Why You Care
Ever wonder if the AI tools you use today will become commonplace tomorrow? What if the very system powering your favorite audio experiences is on a fast track to becoming a commodity? This isn’t just a hypothetical question for AI developers. It’s a direct prediction from a leader in the field, and it has significant implications for your creative projects and business strategies.
ElevenLabs CEO Mati Staniszewski recently shared his insights at TechCrunch change 2025. He revealed that AI audio models, currently a hot commodity, are expected to commoditize over time. This shift could change how you approach AI audio integration and creation.
What Actually Happened
Speaking at the TechCrunch change 2025 conference, Mati Staniszewski, the founder of AI audio company ElevenLabs, offered a candid view on the future of AI audio models. According to the announcement, Staniszewski discussed both short-term and long-term perspectives. He highlighted that ElevenLabs’ researchers have successfully tackled several model architecture challenges. This focus on model building will continue for the next year or two, as detailed in the blog post.
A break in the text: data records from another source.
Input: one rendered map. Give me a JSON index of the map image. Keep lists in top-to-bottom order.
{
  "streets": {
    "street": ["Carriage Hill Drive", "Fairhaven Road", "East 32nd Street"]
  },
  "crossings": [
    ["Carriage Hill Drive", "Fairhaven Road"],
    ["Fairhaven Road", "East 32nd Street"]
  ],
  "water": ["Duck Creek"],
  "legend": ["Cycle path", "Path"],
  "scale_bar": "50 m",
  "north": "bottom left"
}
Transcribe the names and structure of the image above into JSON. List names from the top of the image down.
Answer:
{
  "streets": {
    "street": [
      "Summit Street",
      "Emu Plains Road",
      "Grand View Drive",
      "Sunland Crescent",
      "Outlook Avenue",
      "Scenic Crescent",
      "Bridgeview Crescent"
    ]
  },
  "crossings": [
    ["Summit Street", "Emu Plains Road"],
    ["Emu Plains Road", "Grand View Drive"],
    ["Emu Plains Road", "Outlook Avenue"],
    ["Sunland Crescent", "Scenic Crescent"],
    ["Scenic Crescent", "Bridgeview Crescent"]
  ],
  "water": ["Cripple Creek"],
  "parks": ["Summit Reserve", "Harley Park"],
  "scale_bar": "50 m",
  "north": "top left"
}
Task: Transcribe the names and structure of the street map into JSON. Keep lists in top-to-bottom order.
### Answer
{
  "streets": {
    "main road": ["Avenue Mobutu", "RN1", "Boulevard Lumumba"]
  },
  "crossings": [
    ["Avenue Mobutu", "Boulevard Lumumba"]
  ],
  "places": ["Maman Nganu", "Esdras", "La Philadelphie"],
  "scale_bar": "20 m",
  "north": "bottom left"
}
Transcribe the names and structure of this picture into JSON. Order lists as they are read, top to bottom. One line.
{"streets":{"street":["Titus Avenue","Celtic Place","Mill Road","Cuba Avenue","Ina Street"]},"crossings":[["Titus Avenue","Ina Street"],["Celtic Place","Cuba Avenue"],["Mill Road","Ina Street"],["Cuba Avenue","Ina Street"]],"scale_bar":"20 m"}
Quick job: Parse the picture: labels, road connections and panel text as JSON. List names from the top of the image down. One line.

Staniszewski stated, “Over the long term, it will commoditize — over the next couple of years.” He further explained that while differences might persist for specific voices or languages, these distinctions will generally become smaller. When questioned about ElevenLabs’ continued focus on model building despite this prediction, Staniszewski clarified that in the short term, proprietary models represent the “biggest advantage and the biggest step change you can have today.”
Why This Matters to You
This prediction isn’t just industry jargon; it directly impacts your work. If AI audio models become widely available and affordable, it opens up new possibilities for creators and businesses. Imagine having access to voice generation without the hefty price tag or complex creation. This could democratize high-quality audio content creation.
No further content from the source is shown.